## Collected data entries
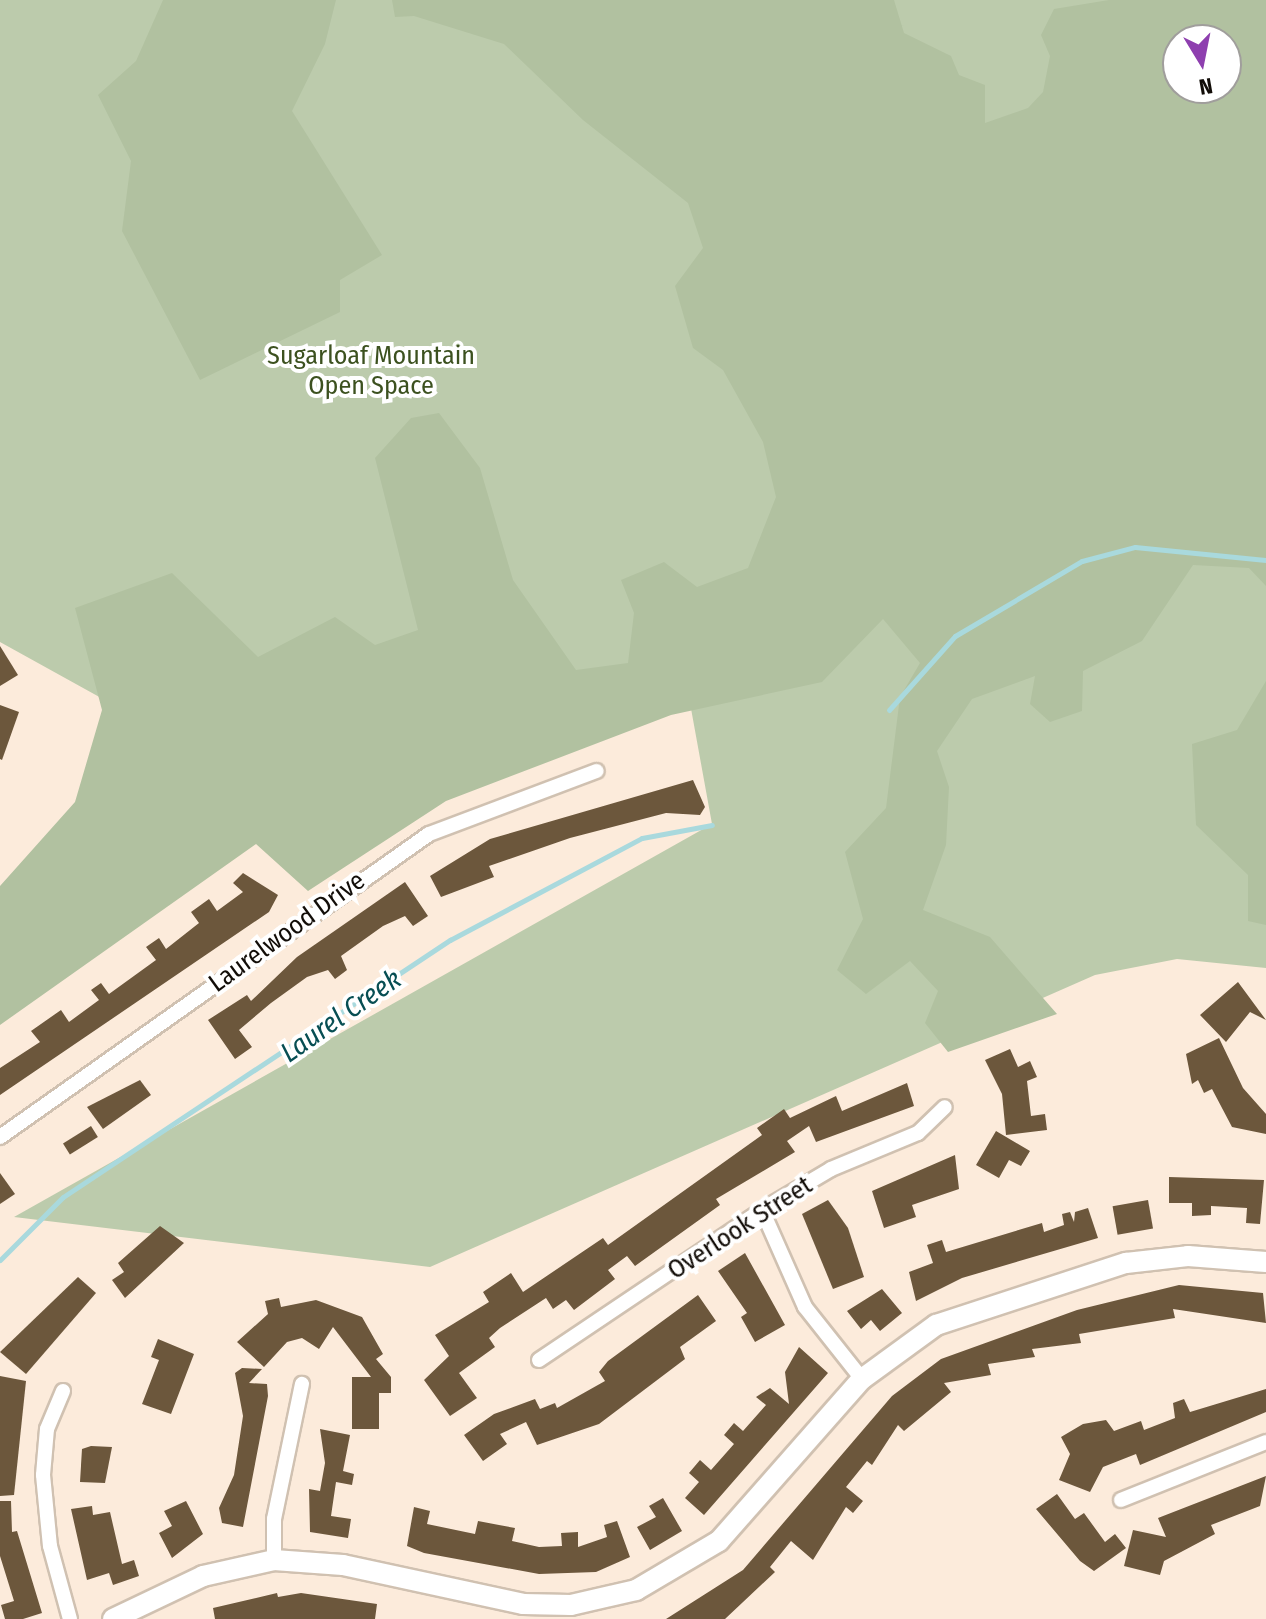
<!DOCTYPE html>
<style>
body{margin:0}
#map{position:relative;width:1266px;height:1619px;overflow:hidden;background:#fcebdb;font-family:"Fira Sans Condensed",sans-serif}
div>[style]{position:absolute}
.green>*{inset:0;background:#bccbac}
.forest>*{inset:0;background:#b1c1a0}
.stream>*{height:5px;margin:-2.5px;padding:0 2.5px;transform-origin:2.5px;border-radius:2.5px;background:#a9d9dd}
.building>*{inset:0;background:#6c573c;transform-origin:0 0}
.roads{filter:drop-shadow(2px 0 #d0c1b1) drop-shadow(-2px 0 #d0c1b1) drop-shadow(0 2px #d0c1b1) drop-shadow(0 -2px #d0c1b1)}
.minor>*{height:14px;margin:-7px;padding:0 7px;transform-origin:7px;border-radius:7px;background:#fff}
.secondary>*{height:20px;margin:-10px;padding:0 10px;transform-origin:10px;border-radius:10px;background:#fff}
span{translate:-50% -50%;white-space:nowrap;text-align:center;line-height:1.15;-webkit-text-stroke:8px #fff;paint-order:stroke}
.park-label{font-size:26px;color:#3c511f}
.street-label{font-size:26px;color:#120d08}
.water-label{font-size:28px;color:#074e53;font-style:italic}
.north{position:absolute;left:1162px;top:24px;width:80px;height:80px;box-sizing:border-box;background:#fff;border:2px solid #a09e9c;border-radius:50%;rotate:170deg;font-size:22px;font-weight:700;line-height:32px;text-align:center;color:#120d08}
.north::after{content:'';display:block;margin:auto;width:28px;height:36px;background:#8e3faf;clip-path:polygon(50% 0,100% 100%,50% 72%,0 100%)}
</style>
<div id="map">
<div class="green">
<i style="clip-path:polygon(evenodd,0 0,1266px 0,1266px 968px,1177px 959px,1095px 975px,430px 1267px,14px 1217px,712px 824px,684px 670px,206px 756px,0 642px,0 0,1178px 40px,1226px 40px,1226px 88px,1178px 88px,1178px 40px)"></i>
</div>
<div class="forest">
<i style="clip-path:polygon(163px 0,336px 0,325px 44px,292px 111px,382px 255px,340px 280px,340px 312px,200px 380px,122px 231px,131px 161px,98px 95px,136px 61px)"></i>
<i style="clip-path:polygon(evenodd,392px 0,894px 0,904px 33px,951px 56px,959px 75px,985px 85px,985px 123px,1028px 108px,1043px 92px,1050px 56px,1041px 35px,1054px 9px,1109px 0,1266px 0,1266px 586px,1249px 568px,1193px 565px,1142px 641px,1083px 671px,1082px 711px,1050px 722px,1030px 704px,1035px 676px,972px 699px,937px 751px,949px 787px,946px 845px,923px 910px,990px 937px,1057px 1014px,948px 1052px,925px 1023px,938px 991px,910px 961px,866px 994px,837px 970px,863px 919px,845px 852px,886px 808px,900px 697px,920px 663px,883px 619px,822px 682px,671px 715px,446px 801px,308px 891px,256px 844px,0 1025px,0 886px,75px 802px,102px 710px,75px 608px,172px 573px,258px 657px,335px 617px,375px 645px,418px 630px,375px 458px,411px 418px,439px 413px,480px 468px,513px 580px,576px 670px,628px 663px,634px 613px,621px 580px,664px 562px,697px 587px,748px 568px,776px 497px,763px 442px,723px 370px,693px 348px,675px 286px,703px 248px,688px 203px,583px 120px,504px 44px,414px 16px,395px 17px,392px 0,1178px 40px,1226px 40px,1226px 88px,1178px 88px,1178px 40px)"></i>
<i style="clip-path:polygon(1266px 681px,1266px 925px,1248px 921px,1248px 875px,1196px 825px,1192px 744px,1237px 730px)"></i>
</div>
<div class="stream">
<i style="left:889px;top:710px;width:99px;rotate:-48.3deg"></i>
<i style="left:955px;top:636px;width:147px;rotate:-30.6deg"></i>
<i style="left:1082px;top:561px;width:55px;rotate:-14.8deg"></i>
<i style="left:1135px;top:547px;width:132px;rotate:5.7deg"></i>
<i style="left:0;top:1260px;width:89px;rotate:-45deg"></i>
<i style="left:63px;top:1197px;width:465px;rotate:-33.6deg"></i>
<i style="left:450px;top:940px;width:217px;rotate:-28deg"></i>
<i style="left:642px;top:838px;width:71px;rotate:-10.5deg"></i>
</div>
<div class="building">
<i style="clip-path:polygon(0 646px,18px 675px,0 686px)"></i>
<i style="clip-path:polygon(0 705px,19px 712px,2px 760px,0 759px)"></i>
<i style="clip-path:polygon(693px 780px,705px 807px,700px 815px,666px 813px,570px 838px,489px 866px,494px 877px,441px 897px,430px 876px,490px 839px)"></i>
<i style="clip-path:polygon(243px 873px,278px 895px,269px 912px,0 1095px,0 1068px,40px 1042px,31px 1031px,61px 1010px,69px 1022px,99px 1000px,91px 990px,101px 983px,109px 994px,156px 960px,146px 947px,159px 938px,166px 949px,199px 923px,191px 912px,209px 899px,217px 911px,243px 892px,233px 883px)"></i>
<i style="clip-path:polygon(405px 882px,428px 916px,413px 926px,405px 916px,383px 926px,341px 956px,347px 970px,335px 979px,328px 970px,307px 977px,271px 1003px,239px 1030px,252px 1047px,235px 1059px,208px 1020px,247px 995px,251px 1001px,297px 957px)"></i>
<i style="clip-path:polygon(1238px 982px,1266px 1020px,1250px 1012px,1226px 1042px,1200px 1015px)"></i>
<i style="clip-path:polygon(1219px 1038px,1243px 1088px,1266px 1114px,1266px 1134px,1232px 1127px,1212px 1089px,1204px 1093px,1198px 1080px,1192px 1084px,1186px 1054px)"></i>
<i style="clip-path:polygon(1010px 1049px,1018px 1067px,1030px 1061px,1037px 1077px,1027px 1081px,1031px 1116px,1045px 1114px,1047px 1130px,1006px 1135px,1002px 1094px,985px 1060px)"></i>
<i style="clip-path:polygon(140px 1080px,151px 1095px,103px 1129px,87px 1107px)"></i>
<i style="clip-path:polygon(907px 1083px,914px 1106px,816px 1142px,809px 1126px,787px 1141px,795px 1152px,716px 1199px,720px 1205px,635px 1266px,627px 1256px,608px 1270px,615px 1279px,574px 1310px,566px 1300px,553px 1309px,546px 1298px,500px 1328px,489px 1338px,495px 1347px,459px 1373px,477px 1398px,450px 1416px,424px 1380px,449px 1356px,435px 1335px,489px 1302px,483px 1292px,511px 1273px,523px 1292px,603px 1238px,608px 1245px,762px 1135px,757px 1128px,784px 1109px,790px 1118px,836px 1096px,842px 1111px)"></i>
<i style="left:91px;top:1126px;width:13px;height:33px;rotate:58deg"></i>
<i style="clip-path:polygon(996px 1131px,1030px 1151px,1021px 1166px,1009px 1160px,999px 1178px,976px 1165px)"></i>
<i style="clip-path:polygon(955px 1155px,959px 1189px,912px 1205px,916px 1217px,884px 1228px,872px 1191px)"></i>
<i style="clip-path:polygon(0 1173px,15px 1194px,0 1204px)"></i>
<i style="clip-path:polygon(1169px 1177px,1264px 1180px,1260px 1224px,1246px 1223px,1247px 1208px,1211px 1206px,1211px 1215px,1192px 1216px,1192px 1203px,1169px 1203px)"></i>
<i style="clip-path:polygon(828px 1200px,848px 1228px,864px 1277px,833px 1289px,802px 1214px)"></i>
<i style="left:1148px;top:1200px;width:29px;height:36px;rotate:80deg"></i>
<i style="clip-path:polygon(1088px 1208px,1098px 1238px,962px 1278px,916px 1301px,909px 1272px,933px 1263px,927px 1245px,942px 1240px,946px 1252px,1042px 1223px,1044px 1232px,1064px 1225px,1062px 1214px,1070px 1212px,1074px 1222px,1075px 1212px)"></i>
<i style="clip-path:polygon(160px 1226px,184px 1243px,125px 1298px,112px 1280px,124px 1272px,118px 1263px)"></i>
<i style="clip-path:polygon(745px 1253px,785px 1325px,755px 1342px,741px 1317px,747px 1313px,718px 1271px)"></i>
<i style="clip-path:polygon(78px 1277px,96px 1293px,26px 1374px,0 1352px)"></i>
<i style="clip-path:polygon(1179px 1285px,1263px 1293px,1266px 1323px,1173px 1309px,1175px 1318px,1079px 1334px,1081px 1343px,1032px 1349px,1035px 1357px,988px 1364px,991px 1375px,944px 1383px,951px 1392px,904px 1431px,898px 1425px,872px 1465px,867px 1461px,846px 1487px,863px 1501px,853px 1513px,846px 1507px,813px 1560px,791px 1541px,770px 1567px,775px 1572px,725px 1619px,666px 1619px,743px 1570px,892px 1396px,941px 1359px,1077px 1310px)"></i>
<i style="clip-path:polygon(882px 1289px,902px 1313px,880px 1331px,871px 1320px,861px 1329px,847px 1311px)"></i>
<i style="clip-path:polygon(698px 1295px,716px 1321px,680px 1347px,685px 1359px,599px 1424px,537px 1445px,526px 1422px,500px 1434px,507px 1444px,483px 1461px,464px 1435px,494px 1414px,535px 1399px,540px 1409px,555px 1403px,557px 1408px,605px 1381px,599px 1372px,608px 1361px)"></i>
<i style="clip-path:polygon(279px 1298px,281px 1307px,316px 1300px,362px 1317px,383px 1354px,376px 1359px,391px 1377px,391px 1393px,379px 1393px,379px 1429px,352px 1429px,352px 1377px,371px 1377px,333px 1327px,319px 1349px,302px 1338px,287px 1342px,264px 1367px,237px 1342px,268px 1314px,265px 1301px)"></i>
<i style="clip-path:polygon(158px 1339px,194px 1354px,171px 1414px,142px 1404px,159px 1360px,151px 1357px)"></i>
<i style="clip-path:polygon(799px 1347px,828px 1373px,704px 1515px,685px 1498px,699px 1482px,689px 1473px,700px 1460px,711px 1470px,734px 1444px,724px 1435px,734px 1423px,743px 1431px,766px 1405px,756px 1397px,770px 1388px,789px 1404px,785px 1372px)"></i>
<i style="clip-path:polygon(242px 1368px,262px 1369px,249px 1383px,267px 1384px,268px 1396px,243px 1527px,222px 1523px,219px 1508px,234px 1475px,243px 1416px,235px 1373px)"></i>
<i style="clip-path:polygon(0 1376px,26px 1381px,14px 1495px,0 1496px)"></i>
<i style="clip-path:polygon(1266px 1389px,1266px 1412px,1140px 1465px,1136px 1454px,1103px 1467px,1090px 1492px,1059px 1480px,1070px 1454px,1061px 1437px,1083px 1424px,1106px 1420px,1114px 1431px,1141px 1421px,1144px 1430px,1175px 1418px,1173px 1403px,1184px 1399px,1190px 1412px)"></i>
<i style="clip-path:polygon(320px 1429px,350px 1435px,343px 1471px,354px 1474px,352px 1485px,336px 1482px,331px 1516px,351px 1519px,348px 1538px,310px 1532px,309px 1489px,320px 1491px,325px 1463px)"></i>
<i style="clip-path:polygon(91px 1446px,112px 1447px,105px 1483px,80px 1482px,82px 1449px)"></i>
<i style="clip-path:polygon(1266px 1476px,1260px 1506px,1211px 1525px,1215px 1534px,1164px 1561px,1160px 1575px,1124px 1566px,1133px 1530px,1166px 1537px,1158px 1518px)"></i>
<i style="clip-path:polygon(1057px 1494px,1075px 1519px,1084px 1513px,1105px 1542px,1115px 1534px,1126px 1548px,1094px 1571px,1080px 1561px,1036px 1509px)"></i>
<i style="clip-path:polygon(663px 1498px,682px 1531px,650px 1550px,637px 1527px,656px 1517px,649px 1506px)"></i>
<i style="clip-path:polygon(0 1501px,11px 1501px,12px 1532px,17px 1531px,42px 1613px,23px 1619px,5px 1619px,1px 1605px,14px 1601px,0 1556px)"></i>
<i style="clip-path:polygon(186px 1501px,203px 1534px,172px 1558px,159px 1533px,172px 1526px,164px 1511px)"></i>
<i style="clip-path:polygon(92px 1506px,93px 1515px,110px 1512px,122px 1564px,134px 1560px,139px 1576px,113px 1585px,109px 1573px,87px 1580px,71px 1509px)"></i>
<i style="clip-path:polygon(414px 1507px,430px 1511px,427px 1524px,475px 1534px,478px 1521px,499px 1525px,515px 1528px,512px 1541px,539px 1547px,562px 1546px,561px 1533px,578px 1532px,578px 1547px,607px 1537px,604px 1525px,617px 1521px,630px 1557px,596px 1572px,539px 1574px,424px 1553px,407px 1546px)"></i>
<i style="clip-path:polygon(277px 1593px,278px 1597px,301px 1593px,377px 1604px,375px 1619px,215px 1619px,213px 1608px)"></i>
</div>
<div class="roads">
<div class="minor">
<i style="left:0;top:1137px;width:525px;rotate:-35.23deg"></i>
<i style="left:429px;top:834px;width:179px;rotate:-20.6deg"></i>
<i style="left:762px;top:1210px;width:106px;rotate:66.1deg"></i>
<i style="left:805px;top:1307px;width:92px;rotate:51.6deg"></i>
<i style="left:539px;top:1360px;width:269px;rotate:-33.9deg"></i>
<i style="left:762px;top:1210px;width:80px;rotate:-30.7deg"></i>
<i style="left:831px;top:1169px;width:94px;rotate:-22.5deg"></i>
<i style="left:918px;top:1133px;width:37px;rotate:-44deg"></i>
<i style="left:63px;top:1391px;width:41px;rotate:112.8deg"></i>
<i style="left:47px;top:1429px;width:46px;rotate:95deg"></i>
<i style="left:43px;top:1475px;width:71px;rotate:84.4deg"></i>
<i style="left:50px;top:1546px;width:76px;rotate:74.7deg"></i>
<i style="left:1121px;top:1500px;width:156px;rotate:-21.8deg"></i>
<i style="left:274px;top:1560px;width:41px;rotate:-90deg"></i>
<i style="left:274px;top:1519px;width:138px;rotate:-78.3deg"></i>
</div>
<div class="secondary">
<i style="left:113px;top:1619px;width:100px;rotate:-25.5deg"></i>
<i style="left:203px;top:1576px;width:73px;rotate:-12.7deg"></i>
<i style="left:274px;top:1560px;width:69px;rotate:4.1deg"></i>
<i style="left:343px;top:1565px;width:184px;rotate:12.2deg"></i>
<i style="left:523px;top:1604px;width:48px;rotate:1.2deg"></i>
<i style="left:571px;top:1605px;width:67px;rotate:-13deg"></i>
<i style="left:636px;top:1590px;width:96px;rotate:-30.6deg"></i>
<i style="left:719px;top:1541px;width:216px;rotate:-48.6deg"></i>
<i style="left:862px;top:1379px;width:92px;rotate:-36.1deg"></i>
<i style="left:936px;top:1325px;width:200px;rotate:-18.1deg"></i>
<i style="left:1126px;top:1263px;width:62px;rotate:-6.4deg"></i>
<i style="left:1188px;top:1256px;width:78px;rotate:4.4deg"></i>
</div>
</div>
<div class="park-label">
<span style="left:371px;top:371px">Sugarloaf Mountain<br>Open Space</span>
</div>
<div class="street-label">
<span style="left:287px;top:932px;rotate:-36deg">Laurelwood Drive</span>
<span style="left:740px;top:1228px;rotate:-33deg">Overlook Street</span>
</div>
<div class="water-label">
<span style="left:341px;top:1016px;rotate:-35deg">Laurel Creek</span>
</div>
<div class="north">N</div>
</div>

## Brief
On how many lines of the data does the word "stream" appear? Only the number is wanted.

## Completed exercise
2